Distintos son los mecanismos que actúan en imágenes cargadas de ambigüedad, por no mostrar claramente un objeto que nos resulta difícil de identificar, o por estar movidas o desenfocadas. En estos casos en los que la ambigüedad nos impulsa a inventarnos el objeto, el mecanismo psíquico es la proyección, que lleva al observador a proyectar sobre la imagen su propio mundo interno, de forma que la respuesta emotiva variará en función de las experiencias y rasgos de su personalidad. No en vano los psicólogos se han servido de imágenes ambiguas para explorar la personalidad y la psique de sus pacientes, como ocurre con el test de Rorscharch consistente en presentar al sujeto una serie de manchas de tintas con formas poco definidas.

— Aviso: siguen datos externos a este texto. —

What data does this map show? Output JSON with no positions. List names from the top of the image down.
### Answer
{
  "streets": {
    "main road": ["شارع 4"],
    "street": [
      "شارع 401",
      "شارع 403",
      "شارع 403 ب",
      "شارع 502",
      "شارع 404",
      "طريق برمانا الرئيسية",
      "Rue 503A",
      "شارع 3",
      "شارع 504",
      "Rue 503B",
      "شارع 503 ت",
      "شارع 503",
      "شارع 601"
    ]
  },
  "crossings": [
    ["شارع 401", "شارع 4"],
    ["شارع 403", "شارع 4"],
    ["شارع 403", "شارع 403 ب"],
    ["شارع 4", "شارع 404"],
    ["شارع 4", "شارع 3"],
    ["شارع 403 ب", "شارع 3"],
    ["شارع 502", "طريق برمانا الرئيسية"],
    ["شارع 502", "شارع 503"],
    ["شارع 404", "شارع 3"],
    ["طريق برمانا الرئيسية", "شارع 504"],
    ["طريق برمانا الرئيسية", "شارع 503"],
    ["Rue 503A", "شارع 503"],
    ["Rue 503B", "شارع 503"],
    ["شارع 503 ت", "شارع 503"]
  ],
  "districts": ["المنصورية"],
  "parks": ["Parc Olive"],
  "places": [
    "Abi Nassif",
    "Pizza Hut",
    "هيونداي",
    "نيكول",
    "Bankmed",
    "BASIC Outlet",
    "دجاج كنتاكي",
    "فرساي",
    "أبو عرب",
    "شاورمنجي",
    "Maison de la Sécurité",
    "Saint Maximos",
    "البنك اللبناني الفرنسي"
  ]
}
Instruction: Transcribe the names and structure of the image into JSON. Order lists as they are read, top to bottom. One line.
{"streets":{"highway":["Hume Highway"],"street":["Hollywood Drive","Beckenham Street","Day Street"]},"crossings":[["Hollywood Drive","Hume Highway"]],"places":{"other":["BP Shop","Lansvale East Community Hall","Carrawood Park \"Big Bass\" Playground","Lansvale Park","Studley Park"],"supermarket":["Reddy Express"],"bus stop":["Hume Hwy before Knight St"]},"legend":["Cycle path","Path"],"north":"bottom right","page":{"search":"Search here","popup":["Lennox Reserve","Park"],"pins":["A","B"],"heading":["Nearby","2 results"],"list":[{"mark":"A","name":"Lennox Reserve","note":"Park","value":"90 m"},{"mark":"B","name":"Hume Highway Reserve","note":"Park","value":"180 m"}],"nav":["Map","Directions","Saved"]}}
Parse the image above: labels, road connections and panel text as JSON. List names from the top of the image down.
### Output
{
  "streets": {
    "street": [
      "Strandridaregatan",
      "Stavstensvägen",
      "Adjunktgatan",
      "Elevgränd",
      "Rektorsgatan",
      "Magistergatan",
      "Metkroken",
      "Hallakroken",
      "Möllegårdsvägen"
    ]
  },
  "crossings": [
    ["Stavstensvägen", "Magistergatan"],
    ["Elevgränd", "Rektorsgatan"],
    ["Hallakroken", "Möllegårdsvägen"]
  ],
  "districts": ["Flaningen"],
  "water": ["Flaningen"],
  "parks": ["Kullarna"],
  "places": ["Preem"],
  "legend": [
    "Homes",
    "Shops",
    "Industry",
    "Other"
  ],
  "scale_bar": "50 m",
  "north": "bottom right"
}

Esta diversidad en la respuesta emocional ante una imagen es la que explica que en muchas ocasiones la reacción de quienes observan alguna de nuestras fotos nos resulte sorprendente e incluso descorazonadora. La audiencia ve lo que desea o lo que puede ver y no lo que el fotógrafo pretendía mostrar. Pero ahí radica también el encanto poético de algunas fotografías, en lo abierta que están a la interpretación. En lo que sugieren más que en lo que muestran. Si el fotógrafo documental puede comunicar mucha información con su cámara; el creativo (en palabras de White) puede trabajar con ese poder enorme de sugestión insuflando sus imágenes con un aliento poético que las trasciende. Si antes aludí a una verdadera obra maestra de Dorothea Lange como ejemplo de esa fotografía literal o documental, me gustaría terminar haciendo referencia a una fotografía de otro fotógrafo igualmente clásico, André Kertész. En Martinica, obra de 1972, todo es impreciso, no existe certeza, el misterio es absoluto y nuestro corazón se conmueve ante esta imagen. Es pura poesía visual.